:: What is expected ::
An exact copy of the lines, starting at the top of the listing and ending with the line that has "position:absolute; width:66px; margin:-33px;", is the required answer. Pictures are not part of it.

——————————

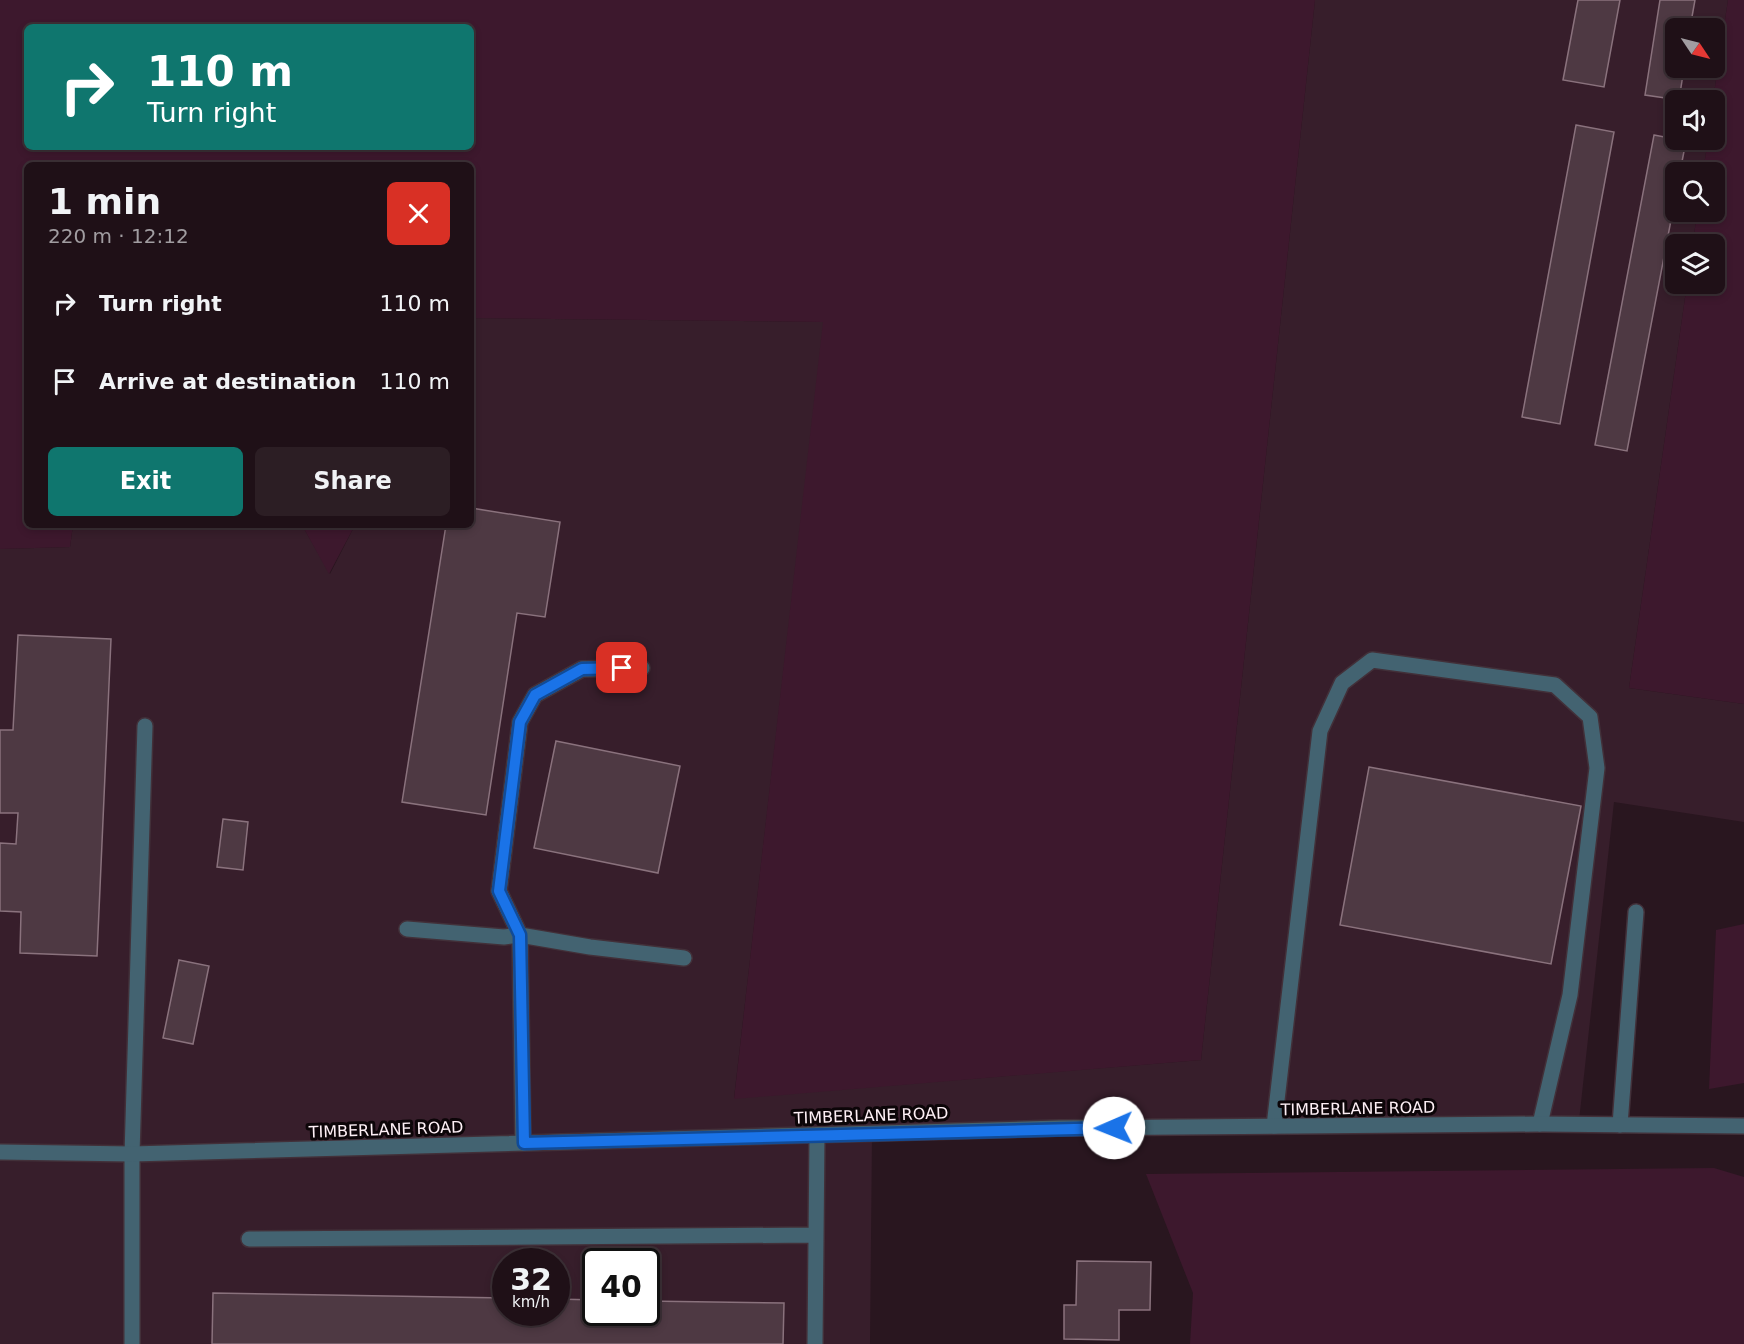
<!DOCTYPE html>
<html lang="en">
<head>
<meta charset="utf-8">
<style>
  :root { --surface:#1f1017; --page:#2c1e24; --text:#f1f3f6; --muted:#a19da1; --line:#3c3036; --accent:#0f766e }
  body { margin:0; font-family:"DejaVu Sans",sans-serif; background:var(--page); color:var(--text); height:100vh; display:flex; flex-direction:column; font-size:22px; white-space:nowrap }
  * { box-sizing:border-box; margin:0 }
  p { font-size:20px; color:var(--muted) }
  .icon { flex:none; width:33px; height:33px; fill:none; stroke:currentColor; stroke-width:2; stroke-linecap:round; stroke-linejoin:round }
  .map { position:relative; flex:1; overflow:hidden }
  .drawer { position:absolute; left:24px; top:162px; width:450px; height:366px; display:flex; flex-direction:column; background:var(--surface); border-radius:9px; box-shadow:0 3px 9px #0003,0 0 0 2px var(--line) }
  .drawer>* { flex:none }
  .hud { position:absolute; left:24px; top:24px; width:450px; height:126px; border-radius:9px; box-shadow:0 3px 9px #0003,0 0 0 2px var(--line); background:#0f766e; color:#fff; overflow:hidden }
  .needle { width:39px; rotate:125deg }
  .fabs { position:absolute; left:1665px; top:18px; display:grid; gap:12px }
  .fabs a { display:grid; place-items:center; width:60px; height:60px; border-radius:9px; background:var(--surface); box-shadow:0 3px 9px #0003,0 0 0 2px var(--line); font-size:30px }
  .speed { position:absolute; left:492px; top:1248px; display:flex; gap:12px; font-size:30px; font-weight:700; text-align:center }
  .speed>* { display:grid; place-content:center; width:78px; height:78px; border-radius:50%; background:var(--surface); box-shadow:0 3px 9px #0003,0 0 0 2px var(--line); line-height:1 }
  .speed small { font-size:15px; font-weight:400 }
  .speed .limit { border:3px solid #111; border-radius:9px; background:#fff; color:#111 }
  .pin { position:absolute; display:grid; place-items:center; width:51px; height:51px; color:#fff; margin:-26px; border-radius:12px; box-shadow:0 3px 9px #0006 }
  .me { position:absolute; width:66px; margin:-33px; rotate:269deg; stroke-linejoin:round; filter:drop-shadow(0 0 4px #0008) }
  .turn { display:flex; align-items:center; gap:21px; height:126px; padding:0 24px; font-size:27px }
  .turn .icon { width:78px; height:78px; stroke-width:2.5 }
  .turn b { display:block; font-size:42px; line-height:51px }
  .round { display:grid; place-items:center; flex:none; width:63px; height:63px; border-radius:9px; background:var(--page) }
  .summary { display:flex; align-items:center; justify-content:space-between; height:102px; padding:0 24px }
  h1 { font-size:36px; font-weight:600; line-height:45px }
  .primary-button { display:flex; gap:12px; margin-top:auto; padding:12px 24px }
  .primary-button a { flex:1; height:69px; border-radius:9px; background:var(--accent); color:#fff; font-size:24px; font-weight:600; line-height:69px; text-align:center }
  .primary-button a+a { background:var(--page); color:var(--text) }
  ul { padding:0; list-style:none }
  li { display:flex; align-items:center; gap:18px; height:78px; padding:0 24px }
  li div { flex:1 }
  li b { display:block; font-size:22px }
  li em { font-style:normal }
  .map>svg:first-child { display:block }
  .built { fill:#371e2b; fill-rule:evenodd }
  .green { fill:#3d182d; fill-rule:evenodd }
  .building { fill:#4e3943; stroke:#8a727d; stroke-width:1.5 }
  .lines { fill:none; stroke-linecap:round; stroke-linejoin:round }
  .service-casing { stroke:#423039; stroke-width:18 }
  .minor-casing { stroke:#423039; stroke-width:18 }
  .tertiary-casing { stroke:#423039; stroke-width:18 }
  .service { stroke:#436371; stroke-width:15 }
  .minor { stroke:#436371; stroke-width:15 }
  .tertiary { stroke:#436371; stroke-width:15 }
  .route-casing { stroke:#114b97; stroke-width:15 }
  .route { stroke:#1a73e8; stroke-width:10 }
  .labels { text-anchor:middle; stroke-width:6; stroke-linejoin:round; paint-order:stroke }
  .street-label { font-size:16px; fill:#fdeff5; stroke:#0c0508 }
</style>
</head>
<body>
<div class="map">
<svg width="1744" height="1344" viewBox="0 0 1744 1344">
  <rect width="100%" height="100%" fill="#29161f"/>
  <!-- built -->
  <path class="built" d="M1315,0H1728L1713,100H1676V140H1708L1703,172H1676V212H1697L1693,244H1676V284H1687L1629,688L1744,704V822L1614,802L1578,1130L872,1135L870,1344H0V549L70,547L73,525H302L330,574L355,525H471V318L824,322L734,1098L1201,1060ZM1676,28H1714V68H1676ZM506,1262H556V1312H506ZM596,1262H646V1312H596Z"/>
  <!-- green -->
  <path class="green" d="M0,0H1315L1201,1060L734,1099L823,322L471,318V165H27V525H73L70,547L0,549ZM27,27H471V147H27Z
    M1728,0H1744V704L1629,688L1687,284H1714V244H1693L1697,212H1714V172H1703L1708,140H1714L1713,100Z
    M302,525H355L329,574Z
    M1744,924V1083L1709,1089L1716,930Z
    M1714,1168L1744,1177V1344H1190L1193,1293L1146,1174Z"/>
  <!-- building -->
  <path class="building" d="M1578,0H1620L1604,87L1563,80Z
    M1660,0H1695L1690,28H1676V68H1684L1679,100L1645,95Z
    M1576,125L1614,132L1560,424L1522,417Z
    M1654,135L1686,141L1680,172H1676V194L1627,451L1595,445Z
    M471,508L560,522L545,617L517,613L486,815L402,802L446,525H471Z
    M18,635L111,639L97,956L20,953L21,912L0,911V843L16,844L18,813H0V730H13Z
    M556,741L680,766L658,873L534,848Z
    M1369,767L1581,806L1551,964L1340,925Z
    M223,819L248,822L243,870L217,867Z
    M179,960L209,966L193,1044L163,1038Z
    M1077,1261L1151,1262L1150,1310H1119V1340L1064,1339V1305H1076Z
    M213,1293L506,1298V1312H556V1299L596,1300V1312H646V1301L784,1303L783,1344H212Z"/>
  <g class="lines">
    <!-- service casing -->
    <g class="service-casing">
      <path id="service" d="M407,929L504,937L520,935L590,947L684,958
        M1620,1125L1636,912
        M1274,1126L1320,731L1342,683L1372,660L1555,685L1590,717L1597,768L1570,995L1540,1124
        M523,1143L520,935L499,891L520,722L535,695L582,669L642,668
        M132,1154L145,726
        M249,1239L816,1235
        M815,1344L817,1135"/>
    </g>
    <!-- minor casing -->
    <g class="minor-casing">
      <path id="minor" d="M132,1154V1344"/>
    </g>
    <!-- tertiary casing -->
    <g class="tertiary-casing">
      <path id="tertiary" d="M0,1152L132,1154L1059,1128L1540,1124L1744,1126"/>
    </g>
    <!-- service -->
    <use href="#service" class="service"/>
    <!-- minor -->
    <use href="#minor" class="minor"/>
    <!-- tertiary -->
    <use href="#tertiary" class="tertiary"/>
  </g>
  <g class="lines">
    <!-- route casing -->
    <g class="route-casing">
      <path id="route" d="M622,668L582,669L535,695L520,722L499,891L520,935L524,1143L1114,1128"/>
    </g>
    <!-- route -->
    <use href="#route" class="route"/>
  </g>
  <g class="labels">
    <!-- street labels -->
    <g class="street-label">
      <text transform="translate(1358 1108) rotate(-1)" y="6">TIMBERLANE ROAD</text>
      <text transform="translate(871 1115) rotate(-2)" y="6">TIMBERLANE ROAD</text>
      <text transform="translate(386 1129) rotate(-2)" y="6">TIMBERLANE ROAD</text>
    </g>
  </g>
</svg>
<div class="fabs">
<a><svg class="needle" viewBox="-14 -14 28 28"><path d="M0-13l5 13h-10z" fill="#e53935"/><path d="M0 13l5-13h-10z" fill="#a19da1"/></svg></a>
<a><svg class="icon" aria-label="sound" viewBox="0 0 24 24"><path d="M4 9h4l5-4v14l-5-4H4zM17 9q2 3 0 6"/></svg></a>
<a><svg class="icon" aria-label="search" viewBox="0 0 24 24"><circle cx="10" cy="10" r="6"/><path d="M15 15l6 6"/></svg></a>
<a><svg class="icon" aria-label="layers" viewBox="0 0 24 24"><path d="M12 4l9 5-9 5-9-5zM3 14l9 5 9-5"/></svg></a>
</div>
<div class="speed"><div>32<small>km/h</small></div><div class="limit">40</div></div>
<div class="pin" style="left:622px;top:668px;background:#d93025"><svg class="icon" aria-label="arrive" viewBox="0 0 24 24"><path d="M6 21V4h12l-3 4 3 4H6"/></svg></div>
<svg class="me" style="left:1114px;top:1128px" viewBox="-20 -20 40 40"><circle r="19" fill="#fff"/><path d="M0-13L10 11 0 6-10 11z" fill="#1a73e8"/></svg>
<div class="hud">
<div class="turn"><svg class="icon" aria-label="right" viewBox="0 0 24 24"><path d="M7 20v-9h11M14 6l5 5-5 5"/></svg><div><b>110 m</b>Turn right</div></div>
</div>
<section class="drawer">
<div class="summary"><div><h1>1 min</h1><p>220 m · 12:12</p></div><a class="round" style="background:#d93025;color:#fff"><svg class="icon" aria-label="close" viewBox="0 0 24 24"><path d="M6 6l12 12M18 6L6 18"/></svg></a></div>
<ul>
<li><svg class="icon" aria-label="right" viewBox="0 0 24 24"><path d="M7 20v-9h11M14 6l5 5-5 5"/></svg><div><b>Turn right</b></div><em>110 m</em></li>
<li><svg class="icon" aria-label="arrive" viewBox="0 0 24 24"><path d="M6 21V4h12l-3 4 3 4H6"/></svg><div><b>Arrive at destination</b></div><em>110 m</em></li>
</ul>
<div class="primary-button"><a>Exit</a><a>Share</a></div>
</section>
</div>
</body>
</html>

——————————

:: Task response ::
<!DOCTYPE html>
<html lang="en">
<head>
<meta charset="utf-8">
<style>
  :root { --surface:#1f1017; --page:#2c1e24; --text:#f1f3f6; --muted:#a19da1; --line:#3c3036; --accent:#0f766e }
  body { margin:0; font-family:"DejaVu Sans",sans-serif; background:var(--page); color:var(--text); height:100vh; display:flex; flex-direction:column; font-size:22px; white-space:nowrap }
  * { box-sizing:border-box; margin:0 }
  p { font-size:20px; color:var(--muted) }
  .icon { flex:none; width:33px; height:33px; fill:none; stroke:currentColor; stroke-width:2; stroke-linecap:round; stroke-linejoin:round }
  .map { position:relative; flex:1; overflow:hidden }
  .drawer { position:absolute; left:24px; top:162px; width:450px; height:366px; display:flex; flex-direction:column; background:var(--surface); border-radius:9px; box-shadow:0 3px 9px #0003,0 0 0 2px var(--line) }
  .drawer>* { flex:none }
  .hud { position:absolute; left:24px; top:24px; width:450px; height:126px; border-radius:9px; box-shadow:0 3px 9px #0003,0 0 0 2px var(--line); background:#0f766e; color:#fff; overflow:hidden }
  .needle { width:39px; rotate:125deg }
  .fabs { position:absolute; left:1665px; top:18px; display:grid; gap:12px }
  .fabs a { display:grid; place-items:center; width:60px; height:60px; border-radius:9px; background:var(--surface); box-shadow:0 3px 9px #0003,0 0 0 2px var(--line); font-size:30px }
  .speed { position:absolute; left:492px; top:1248px; display:flex; gap:12px; font-size:30px; font-weight:700; text-align:center }
  .speed>* { display:grid; place-content:center; width:78px; height:78px; border-radius:50%; background:var(--surface); box-shadow:0 3px 9px #0003,0 0 0 2px var(--line); line-height:1 }
  .speed small { font-size:15px; font-weight:400 }
  .speed .limit { border:3px solid #111; border-radius:9px; background:#fff; color:#111 }
  .pin { position:absolute; display:grid; place-items:center; width:51px; height:51px; color:#fff; margin:-26px; border-radius:12px; box-shadow:0 3px 9px #0006 }
  .me { position:absolute; width:66px; margin:-33px; rotate:269deg; stroke-linejoin:round; filter:drop-shadow(0 0 4px #0008) }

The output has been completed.